Antiga reivindicação

Servidores esperam por sanção de projeto de negociação no setor público

Representantes do funcionalismo veem avanço na proposta aprovada pela Câmara, mas destacam dificuldades provocadas por emenda de teto de gastos

cut brasília
pedro armengol 2.jpg

Armengol: ‘Com a realidade que estamos vivendo no país, acho muito difícil sancionar esse projeto’

São Paulo – A aprovação, nesta semana, de projeto que fixa regras para negociação coletiva no serviço público, foi vista como positiva por representantes do funcionalismo, que agora aguardam pela sanção de Michel Temer. Eles chamam a atenção para dificuldades provocadas pela Emenda Constitucional 95, que limita gastos no setor, mas lembram que se trata de uma antiga reivindicação dos trabalhadores.

“Do ponto de vista do ambiente de relações do trabalho, é um projeto positivo. Há uma perspectiva de ao menos ter uma institucionalidade do direito (à negociação)”, observa o secretário-adjunto de Relações do Trabalho da CUT, Pedro Armengol, que é funcionário público federal. “Do ponto de vista prático, tem uma política econômica que trava tudo”, acrescenta.

O Projeto de Lei (PL) 3.831/15, originário do Senado, foi aprovado na terça-feira (26) pela Comissão de Constituição e Justiça e de Cidadania da Câmara. O texto, que já havia passado pela Comissão de Trabalho, de Administração e Serviço Público, tramitava em caráter conclusivo. Por isso, agora segue para sanção da Presidência da República.

Essa é uma preocupação do dirigente da CUT, que espera por pressões vindas dos estados e municípios – o projeto abrange todos os níveis da administração pública –, ainda mais em um momento em que o presidente sofre nova denúncia e precisará de votos na Câmara. “Com a realidade que estamos vivendo no país, acho muito difícil sancionar esse projeto”, diz Armengol. “Tenho dúvidas se prefeitos e governadores vão assistir passivamente a essa questão.”

A negociação coletiva no setor público é um direito previsto inclusive por convenção internacional (a 151, da OIT), mas no Brasil ocorre de maneira informal. O diretor da CUT observa que “99,9% das greves (do funcionalismo), historicamente, são para abrir negociação, porque não têm garantia legal”. 

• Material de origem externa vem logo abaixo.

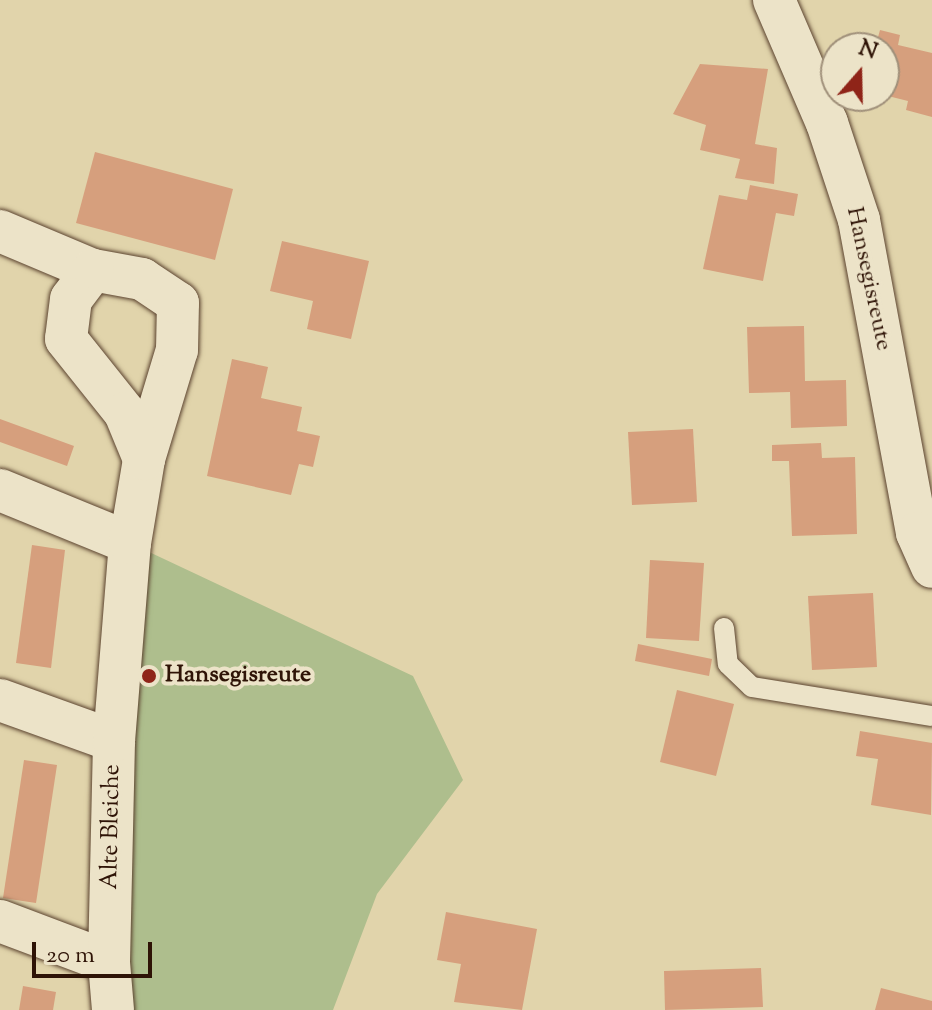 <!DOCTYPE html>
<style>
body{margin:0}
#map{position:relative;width:932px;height:1010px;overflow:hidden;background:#e1d4ab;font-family:"Sorts Mill Goudy",serif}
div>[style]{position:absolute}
.green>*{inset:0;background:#aebe8d}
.building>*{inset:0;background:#d69f7d}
.roads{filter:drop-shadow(0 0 2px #5b432f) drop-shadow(0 0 2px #5b432f)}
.lane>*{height:20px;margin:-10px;padding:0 10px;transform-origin:10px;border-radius:10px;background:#ece3c8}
.street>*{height:42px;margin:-21px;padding:0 21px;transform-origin:21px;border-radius:21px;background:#ece3c8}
.dots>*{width:22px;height:22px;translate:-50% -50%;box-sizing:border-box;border:4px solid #ece3c8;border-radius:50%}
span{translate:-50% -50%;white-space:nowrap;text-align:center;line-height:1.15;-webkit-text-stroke:8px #ece3c8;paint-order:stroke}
.street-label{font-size:24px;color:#2e1306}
.poi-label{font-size:24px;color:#2e1306;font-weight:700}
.left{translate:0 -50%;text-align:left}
.north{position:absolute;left:820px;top:32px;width:80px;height:80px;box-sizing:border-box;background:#ece3c8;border:2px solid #a0907a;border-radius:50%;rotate:20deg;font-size:22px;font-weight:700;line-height:32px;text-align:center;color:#2e1306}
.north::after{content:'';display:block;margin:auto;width:28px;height:36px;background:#8f2418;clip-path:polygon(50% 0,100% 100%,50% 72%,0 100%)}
.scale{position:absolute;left:32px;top:942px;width:120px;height:36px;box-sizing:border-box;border:4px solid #2e1306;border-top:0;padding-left:10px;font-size:24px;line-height:28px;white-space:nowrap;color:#2e1306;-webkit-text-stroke:6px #ece3c8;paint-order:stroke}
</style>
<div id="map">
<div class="green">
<i style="clip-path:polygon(130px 543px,413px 676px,463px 780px,377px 894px,333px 1010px,113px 1010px)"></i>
</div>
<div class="building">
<i style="clip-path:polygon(880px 30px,900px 35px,898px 45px,932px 53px,932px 117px,906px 110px,908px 101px,884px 95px,884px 48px,875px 48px)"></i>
<i style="clip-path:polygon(700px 64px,768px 69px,755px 144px,777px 148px,774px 184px,735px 178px,740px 159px,700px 150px,706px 125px,673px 114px)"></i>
<i style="clip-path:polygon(95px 152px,233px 189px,215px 260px,76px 223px)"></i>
<i style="clip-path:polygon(750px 185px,798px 194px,794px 216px,776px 213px,763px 281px,703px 269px,719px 195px,747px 200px)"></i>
<i style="clip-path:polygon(282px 241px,369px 261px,351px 339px,307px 329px,313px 301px,270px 291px)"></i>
<i style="clip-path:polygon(804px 326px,805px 381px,846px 380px,847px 426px,791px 428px,790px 392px,749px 393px,747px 327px)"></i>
<i style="clip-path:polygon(232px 359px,268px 367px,261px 398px,302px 407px,297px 431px,320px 436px,313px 467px,299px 464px,291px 495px,207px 476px)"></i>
<i style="clip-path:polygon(0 419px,74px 446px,67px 466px,0 442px)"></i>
<i style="clip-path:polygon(693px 429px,697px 502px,632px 505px,628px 432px)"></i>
<i style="clip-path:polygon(821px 443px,822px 458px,855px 457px,857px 534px,792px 536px,789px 461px,772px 461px,772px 445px)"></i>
<i style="clip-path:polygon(32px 545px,65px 550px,51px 668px,16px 663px)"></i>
<i style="clip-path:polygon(650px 560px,704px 563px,699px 641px,646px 638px)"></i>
<i style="clip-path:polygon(873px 593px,877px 667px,812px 670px,808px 596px)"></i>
<i style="clip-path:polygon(638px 644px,712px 659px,709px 676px,635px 661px)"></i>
<i style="clip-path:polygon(677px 690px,734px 704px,716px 776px,660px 762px)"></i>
<i style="clip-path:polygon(860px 731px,932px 743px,931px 815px,871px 805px,878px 759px,856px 756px)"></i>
<i style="clip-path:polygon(24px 760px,57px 765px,36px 903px,3px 898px)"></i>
<i style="clip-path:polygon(446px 912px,537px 929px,522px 1010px,454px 1002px,461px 964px,437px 960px)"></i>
<i style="clip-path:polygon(761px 968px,763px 1007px,665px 1010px,664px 971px)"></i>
<i style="clip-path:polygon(23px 986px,56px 992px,53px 1010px,19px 1010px)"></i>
<i style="clip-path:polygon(881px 988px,932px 1001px,932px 1010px,875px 1010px)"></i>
</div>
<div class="roads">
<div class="lane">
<i style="left:724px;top:628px;width:36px;rotate:84deg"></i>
<i style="left:728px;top:664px;width:33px;rotate:44deg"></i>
<i style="left:752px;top:687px;width:182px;rotate:9.2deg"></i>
</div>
<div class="street">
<i style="left:774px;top:0;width:134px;rotate:66.7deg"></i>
<i style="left:827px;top:123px;width:102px;rotate:71.7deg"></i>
<i style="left:859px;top:220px;width:318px;rotate:79.5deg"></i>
<i style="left:917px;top:533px;width:37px;rotate:66deg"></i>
<i style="left:0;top:231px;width:101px;rotate:22.8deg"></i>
<i style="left:0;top:490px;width:140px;rotate:22.2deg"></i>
<i style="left:0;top:700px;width:121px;rotate:19.8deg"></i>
<i style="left:0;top:921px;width:116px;rotate:20.6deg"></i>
<i style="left:113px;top:1010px;width:48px;rotate:-94.8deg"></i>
<i style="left:109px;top:962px;width:221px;rotate:-88.7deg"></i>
<i style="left:114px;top:741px;width:199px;rotate:-85.4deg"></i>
<i style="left:130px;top:543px;width:85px;rotate:-80.5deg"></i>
<i style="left:144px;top:459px;width:114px;rotate:-73.2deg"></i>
<i style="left:177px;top:350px;width:47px;rotate:-88.8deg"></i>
<i style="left:178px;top:303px;width:43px;rotate:-146.3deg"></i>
<i style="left:142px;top:279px;width:50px;rotate:-169.6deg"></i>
<i style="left:93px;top:270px;width:36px;rotate:127deg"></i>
<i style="left:71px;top:299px;width:40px;rotate:97.1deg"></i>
<i style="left:66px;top:339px;width:95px;rotate:51.4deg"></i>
<i style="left:125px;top:413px;width:50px;rotate:67.6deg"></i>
</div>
</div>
<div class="dots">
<i style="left:149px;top:676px;background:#8f2418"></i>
</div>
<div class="street-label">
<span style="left:868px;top:279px;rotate:78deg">Hansegisreute</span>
<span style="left:112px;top:827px;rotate:-89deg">Alte Bleiche</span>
</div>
<div class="poi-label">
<span class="left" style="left:165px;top:676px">Hansegisreute</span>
</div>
<div class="north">N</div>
<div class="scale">20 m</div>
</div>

O texto tramitou  no Senado como PLS 397, de 2015, de Antonio Anastasia (PSDB-MG). Segundo Armengol, o senador chamou as centrais para apresentar a proposta e a maioria das entidades participou da discussão. Para o secretário do Serviço Público e dos Trabalhadores Públicos da CTB, João Paulo Ribeiro, pela nova regra o gestor será obrigado a ouvir o servidor. “Significa uma grande vitória. Diante de toda essa destruição que passamos com esse governo temerário, hoje tivemos esse alento”, afirmou ao Portal CTB. “Esperamos que Michel Temer, que vem promovendo o desmonte do Estado e do serviço público, não vete.”

Em nota, a Confederação dos Trabalhadores no Serviço Público Federal (Condsef) afirma que a Constituição de 1988 trouxe avanços importantes, “mas deixou um vácuo delicado quando permitiu aos servidores se organizar em sindicatos e o direito a fazer greve, mas não permitiu o direito a negociar”. Uma situação que resulta em “situações de conflito permanente”.

Ao mesmo tempo, os servidores se mobilizam contra o PLS 116, que propõe demissão de servidores de desempenho. Para o Fórum das Entidades Nacionais de Servidores Públicos Federais (Fonasefe), o projeto já tem, entre outros problemas, um vício de origem, “já que  uma proposta dessa natureza deve ser de competência exclusiva do Presidente da República e só então encaminhada para apreciação do Congresso”.

Balanço divulgado em agosto pelo Dieese aponta a realização de 2.093 greves no país no ano passado. A maioria foi de trabalhadores do setor público, com 1.100 paralisações, sendo 979 do funcionalismo e 121 em empresas estatais. Dois terços das greves ocorreram em nível municipal. Quase 78% foi de natureza defensiva, como classifica o Dieese, por manutenção de condições ou descumprimento de direitos.